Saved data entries
Content starts

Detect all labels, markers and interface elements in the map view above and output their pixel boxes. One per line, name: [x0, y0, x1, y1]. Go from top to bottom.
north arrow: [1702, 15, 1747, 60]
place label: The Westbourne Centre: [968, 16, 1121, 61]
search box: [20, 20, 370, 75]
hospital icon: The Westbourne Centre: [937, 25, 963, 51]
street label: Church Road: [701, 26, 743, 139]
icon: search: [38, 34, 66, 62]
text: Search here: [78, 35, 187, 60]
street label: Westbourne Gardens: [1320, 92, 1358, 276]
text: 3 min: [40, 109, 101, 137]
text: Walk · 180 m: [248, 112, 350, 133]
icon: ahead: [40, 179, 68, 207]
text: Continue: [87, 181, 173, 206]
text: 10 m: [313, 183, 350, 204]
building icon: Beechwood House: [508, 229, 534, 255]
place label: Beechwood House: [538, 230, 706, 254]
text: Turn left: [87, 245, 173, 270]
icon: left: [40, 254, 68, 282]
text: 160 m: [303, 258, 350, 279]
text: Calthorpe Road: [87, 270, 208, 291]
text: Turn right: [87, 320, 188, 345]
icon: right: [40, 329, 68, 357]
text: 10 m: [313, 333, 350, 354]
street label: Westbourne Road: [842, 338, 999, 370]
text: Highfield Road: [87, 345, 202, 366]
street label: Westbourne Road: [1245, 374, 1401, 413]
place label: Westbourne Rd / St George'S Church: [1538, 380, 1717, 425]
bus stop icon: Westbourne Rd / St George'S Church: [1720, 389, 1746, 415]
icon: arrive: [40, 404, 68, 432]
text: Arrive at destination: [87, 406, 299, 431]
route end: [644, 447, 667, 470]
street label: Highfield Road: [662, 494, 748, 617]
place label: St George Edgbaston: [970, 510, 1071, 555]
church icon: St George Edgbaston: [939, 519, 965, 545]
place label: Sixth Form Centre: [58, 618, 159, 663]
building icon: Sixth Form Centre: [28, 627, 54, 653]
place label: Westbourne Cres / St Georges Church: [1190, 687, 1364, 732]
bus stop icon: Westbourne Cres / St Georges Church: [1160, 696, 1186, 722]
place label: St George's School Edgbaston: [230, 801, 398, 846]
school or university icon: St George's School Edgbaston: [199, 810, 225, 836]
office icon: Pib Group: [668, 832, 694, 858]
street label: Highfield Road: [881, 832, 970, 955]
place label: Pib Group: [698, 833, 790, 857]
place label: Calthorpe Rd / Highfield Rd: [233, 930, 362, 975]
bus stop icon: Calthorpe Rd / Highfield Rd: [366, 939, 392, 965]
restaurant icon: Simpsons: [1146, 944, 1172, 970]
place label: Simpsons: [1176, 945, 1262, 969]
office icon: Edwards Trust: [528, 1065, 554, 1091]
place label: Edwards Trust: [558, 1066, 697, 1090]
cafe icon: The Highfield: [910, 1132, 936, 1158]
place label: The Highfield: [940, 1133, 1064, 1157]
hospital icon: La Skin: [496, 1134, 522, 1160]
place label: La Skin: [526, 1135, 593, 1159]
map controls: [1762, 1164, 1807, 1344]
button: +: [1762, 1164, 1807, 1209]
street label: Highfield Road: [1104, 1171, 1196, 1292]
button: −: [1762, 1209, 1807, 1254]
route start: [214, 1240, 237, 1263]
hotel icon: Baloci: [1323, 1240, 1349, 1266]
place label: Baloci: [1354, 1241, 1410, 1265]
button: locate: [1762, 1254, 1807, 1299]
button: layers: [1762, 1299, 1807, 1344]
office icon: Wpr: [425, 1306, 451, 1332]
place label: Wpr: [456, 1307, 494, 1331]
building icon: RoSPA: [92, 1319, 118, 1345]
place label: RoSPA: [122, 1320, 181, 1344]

Content ends

| WORK ORDER |
Using the entries above, please restate each one word for word.

| OUTPUT BELOW |
Detect all labels, markers and interface elements in the map view above and output their pixel boxes. One per line, name: [x0, y0, x1, y1]. Go from top to bottom.
north arrow: [1702, 15, 1747, 60]
place label: The Westbourne Centre: [968, 16, 1121, 61]
search box: [20, 20, 370, 75]
hospital icon: The Westbourne Centre: [937, 25, 963, 51]
street label: Church Road: [701, 26, 743, 139]
icon: search: [38, 34, 66, 62]
text: Search here: [78, 35, 187, 60]
street label: Westbourne Gardens: [1320, 92, 1358, 276]
text: 3 min: [40, 109, 101, 137]
text: Walk · 180 m: [248, 112, 350, 133]
icon: ahead: [40, 179, 68, 207]
text: Continue: [87, 181, 173, 206]
text: 10 m: [313, 183, 350, 204]
building icon: Beechwood House: [508, 229, 534, 255]
place label: Beechwood House: [538, 230, 706, 254]
text: Turn left: [87, 245, 173, 270]
icon: left: [40, 254, 68, 282]
text: 160 m: [303, 258, 350, 279]
text: Calthorpe Road: [87, 270, 208, 291]
text: Turn right: [87, 320, 188, 345]
icon: right: [40, 329, 68, 357]
text: 10 m: [313, 333, 350, 354]
street label: Westbourne Road: [842, 338, 999, 370]
text: Highfield Road: [87, 345, 202, 366]
street label: Westbourne Road: [1245, 374, 1401, 413]
place label: Westbourne Rd / St George'S Church: [1538, 380, 1717, 425]
bus stop icon: Westbourne Rd / St George'S Church: [1720, 389, 1746, 415]
icon: arrive: [40, 404, 68, 432]
text: Arrive at destination: [87, 406, 299, 431]
route end: [644, 447, 667, 470]
street label: Highfield Road: [662, 494, 748, 617]
place label: St George Edgbaston: [970, 510, 1071, 555]
church icon: St George Edgbaston: [939, 519, 965, 545]
place label: Sixth Form Centre: [58, 618, 159, 663]
building icon: Sixth Form Centre: [28, 627, 54, 653]
place label: Westbourne Cres / St Georges Church: [1190, 687, 1364, 732]
bus stop icon: Westbourne Cres / St Georges Church: [1160, 696, 1186, 722]
place label: St George's School Edgbaston: [230, 801, 398, 846]
school or university icon: St George's School Edgbaston: [199, 810, 225, 836]
office icon: Pib Group: [668, 832, 694, 858]
street label: Highfield Road: [881, 832, 970, 955]
place label: Pib Group: [698, 833, 790, 857]
place label: Calthorpe Rd / Highfield Rd: [233, 930, 362, 975]
bus stop icon: Calthorpe Rd / Highfield Rd: [366, 939, 392, 965]
restaurant icon: Simpsons: [1146, 944, 1172, 970]
place label: Simpsons: [1176, 945, 1262, 969]
office icon: Edwards Trust: [528, 1065, 554, 1091]
place label: Edwards Trust: [558, 1066, 697, 1090]
cafe icon: The Highfield: [910, 1132, 936, 1158]
place label: The Highfield: [940, 1133, 1064, 1157]
hospital icon: La Skin: [496, 1134, 522, 1160]
place label: La Skin: [526, 1135, 593, 1159]
map controls: [1762, 1164, 1807, 1344]
button: +: [1762, 1164, 1807, 1209]
street label: Highfield Road: [1104, 1171, 1196, 1292]
button: −: [1762, 1209, 1807, 1254]
route start: [214, 1240, 237, 1263]
hotel icon: Baloci: [1323, 1240, 1349, 1266]
place label: Baloci: [1354, 1241, 1410, 1265]
button: locate: [1762, 1254, 1807, 1299]
button: layers: [1762, 1299, 1807, 1344]
office icon: Wpr: [425, 1306, 451, 1332]
place label: Wpr: [456, 1307, 494, 1331]
building icon: RoSPA: [92, 1319, 118, 1345]
place label: RoSPA: [122, 1320, 181, 1344]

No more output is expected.